EXERCISE REQUIREMENTS: Tally the lines in the listing below that hold the string "linear", and reply with that tally alone.

DATASET RECORDS:
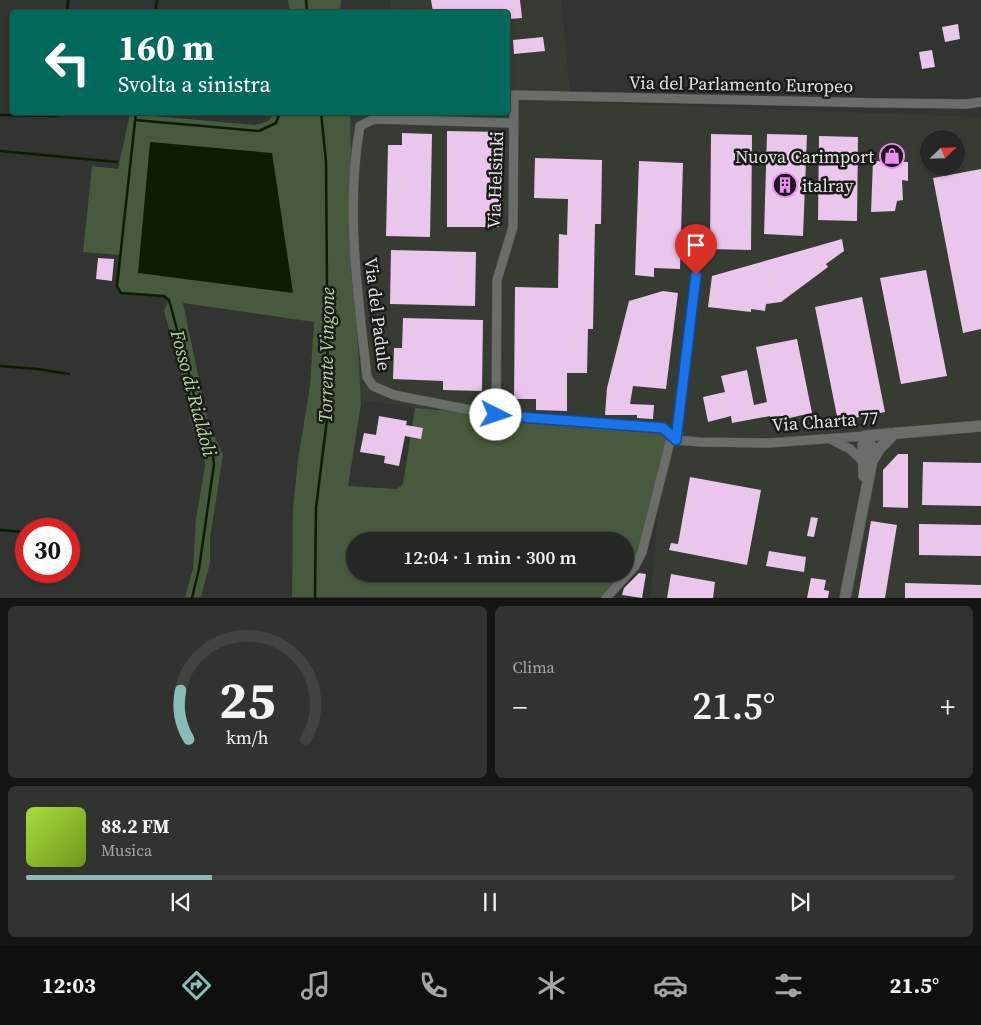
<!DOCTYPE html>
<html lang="it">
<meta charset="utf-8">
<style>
body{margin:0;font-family:"Source Serif 4",serif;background:#313331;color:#f1f3f6;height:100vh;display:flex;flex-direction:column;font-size:19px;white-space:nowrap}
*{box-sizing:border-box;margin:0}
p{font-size:16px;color:#a3a5a6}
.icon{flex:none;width:28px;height:28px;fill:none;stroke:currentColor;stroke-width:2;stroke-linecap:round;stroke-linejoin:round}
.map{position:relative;height:598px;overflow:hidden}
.drawer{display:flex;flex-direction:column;gap:8px;padding:8px;background:#141514;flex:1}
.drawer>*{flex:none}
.banner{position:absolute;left:10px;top:10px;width:500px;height:105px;border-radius:5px;box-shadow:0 1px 4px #0004,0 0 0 1px #424441;background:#00695c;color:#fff;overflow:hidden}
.needle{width:32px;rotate:67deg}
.controls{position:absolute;left:920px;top:130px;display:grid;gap:10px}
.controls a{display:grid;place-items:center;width:45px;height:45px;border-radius:50%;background:#252724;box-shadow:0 1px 4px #0004,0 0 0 1px #424441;font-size:25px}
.speed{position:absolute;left:15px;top:518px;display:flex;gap:10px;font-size:25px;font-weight:700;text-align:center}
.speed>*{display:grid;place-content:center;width:65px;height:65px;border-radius:50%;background:#252724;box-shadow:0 1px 4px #0004,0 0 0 1px #424441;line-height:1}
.speed .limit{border:8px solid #d22;background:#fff;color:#111}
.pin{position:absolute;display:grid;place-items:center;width:42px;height:42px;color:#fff;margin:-51px -21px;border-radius:50% 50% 50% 0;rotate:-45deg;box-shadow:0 0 5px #0007}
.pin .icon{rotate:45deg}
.me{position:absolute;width:55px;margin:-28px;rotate:94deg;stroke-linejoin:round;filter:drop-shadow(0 0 4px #0008)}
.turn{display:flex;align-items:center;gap:18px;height:105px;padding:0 25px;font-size:22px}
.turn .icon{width:65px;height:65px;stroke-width:2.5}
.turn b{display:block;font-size:35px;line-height:42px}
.big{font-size:38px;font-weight:600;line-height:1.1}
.drawer .widget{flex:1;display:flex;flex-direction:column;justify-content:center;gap:8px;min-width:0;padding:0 18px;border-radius:8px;background:#313331}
.drawer .dial{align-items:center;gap:0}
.dial svg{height:130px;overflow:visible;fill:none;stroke:#424441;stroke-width:7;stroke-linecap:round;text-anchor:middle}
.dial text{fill:#f1f3f6;stroke:none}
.song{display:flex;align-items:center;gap:15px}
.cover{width:60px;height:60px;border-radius:8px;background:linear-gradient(135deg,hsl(80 70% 55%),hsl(80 70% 35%))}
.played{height:5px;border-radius:2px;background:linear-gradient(90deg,#8bbbb9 20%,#424441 20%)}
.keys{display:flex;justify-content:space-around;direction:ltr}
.heat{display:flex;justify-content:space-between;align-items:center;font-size:28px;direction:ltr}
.drawer .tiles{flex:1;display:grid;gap:8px;grid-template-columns:1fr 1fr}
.widget:last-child{grid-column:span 2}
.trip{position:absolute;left:346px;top:532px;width:288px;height:50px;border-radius:25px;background:#252724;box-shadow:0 1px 4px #0004,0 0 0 1px #424441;font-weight:600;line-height:50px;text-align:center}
.tabs{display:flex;height:80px;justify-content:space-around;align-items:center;background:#0f100e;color:#a3a5a6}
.tabs .icon{width:35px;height:35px}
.tabs .active{color:#8bbbb9}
.tabs b{font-size:22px;color:#f1f3f6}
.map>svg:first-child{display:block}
.built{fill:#363c32;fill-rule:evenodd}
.green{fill:#485a3d;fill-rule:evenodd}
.water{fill:#0b1f00}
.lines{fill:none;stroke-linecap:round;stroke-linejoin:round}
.stream{stroke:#0b1f00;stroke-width:2.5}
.building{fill:#eac5ec}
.minor-casing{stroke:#4d504c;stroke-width:10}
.tertiary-casing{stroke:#4d504c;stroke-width:12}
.minor{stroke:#6a6e68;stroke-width:9}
.tertiary{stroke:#6a6e68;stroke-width:11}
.route-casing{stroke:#114b97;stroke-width:12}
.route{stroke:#1a73e8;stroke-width:9}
.labels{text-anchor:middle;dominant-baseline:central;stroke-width:5;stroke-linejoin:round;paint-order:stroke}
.street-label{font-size:18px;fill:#e2e4e1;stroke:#1a1b19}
.poi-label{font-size:18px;fill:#e2e4e1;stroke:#1a1b19;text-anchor:end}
.water-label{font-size:19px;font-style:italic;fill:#b3db9a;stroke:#1a1b19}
</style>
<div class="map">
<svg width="981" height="598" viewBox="0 0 981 598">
<rect width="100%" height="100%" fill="#313430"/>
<path class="built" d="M391,0H561L571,102L981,117V597H650L662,473L663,428L415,408L360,400L350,113L508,112V12H391ZM929,139H956V166H929Z"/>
<path class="green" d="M288,0H341L340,12H290Z
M273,113H350L353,255L361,404L348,486L397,489L403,484L415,408L663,428L671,438L642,552L610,597H292L293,509L298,459L310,386L314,322L183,303L208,422L223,455L210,538V563L201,597H185L193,569L196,518L205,466L204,456L191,422L180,366L164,311L169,300L164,296L121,293L117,286L120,255L83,252L92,166L118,169L130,114L255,125C263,123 271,122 273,113ZM355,541H625V574H355Z"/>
<path class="water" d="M150,142L272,153L293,293L138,273Z"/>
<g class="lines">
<path class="stream" d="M306,0L307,12
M67,12L68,0
M155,12L157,0
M136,112L117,286L121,293L164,296L169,300L192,385L200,427L212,448L214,464L199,569L192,598
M0,115L54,116L88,112
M135,120L259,131L276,123L280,112
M0,151L117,162
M0,366L38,369L69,374
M0,530L26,532
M315,598L316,508L328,411L326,162L321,112"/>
</g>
<path class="building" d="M431,0H520L522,18L508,19V12H433Z
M958,24L960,39L945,42L942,27Z
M543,37L545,51L514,54L513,40Z
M932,50L935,67L922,69L919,52Z
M447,131L500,132L499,227H447Z
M402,133L432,134L430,237L386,236L388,145H402Z
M711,134L752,135L751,250L710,249Z
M767,134L807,135L803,236L764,234Z
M819,136L858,137L857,221L818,220Z
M535,158L602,160L601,224H595L593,329H588L587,373H567V411L536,410V399H514L515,287L558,288L559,234L567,235L568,199L534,198Z
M639,161L683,163L680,269L654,268V277L635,275Z
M873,161L908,162V181L902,180L903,200L897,201L895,211L871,212Z
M981,169V329L963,333L933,178Z
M842,239L844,251L826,264L828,267L781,302L766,304L765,311L751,309V312L708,307L712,276Z
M391,250L476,252L475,306L390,304Z
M98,258L114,259L112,281L96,279Z
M926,270L947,376L901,384L880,278Z
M663,291L678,293L666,389L633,386L630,404L654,405L653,419L637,418V415H605L607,388L629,301Z
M862,297L885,412L838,421L815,307Z
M403,318L483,320L482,391L443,390V381L393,379L394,348H402Z
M797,339L812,413L771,422L770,416L732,423L731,416L708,422L703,397L725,392L721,376L747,370L754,405L767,402L756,347Z
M379,416L407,421L406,425L423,428L421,439L405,436L399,466L384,463L385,456L360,452L364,433L376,435Z
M898,454H908V508L883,507V470Z
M923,462L981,463V506L922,505Z
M690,477L761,490L747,565L669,550L671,543L678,544Z
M811,517L818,518L814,537L807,536Z
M871,521L897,525L885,598H858Z
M919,524L981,525V556L919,555Z
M769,551L806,557L804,572L766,566Z
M639,573L646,574L642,598L622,595L624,588Z
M671,574L715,582L713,598H667Z
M811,578L826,580L824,590L829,591L828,598H807Z
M905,583L981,585V598H905Z"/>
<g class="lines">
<defs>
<path id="minor" d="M514,123L374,119L360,126C345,209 358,294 367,377L373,386L394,395L496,415L663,428L676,440L700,442L769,443L865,436L871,442L872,460
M496,415L497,280L513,227L514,95L881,103L967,104L981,102
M676,440L696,275
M832,440L850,449L864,462
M606,598L635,566L642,552L671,438"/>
<path id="tertiary" d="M864,476L863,446L865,436L981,426
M845,598L872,461L880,448L895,433"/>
</defs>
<use href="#minor" class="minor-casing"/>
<use href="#tertiary" class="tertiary-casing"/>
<use href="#minor" class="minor"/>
<use href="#tertiary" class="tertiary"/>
</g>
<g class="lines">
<defs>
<path id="route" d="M496,415L663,428L676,440L696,275"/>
</defs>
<use href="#route" class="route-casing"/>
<use href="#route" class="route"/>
</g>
<defs>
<symbol id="shop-ring" viewBox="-11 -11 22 22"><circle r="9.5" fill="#1a1b19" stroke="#ef8bf7" stroke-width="1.5"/><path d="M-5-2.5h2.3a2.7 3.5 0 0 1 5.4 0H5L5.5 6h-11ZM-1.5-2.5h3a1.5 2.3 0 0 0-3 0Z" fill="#ef8bf7"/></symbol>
<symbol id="building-ring" viewBox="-11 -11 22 22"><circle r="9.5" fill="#1a1b19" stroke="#ef8bf7" stroke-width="1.5"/><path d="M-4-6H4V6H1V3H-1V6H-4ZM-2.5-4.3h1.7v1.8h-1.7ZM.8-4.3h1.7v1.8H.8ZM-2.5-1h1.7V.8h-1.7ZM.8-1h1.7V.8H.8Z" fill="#ef8bf7"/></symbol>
</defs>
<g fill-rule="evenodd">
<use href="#shop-ring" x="878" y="142" width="28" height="28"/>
<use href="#building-ring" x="771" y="171" width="28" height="28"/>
</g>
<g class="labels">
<g class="street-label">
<text transform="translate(741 84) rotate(1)">Via del Parlamento Europeo</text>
<text transform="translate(495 180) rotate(-88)">Via Helsinki</text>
<text transform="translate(378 314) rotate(83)">Via del Padule</text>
<text transform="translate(825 421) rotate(-4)">Via Charta 77</text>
</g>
<g class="poi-label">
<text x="874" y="156">Nuova Carimport</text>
<text x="802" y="185" text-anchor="start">italray</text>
</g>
<g class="water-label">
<text transform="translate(326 355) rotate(-89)">Torrente Vingone</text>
<text transform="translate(194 393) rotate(75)">Fosso di Rialdoli</text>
</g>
</g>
</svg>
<div class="controls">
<a><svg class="needle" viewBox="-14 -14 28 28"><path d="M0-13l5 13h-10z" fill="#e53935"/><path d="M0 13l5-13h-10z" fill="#a3a5a6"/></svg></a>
</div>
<div class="speed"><div class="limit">30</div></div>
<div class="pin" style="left:696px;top:275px;background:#d93025"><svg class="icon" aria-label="arrive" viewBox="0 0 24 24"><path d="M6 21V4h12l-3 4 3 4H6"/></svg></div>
<svg class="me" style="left:496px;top:415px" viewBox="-20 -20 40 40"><circle r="19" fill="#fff"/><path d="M0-13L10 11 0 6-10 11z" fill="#1a73e8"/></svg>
<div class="trip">12:04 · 1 min · 300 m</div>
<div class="banner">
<div class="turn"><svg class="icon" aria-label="left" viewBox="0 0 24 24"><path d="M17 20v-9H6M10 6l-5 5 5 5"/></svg><div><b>160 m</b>Svolta a sinistra</div></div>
</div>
</div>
<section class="drawer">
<div class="tiles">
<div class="widget dial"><svg viewBox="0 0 100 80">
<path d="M14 69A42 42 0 1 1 86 69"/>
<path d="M14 69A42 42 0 0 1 9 39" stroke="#8bbbb9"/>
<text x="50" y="56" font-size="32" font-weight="700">25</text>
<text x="50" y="72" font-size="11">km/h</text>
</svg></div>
<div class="widget"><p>Clima</p>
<div class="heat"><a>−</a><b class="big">21.5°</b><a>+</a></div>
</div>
<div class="widget">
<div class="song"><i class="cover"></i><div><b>88.2 FM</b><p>Musica</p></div></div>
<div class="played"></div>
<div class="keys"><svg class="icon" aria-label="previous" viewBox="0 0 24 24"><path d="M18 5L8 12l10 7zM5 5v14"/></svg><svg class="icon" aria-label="pause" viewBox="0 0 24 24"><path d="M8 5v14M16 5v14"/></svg><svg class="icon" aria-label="next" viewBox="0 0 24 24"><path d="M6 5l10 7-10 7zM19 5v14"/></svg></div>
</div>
</div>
</section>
<nav class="tabs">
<b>12:03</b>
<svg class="icon active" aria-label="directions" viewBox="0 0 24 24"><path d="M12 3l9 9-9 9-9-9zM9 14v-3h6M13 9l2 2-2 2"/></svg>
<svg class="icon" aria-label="music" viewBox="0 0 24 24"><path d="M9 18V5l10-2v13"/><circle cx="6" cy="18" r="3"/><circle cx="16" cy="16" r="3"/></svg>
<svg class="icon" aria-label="phone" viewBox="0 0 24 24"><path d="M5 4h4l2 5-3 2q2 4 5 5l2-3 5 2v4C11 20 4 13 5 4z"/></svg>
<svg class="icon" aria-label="climate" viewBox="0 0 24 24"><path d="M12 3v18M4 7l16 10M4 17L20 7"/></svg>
<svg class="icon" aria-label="car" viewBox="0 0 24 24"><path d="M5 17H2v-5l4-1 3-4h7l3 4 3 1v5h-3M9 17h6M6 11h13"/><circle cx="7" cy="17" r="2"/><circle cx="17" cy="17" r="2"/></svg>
<svg class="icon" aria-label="filters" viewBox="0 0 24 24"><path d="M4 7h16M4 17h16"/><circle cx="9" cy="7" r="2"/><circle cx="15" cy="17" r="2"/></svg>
<b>21.5°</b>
</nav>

SOLUTION FOR THIS EXERCISE: 2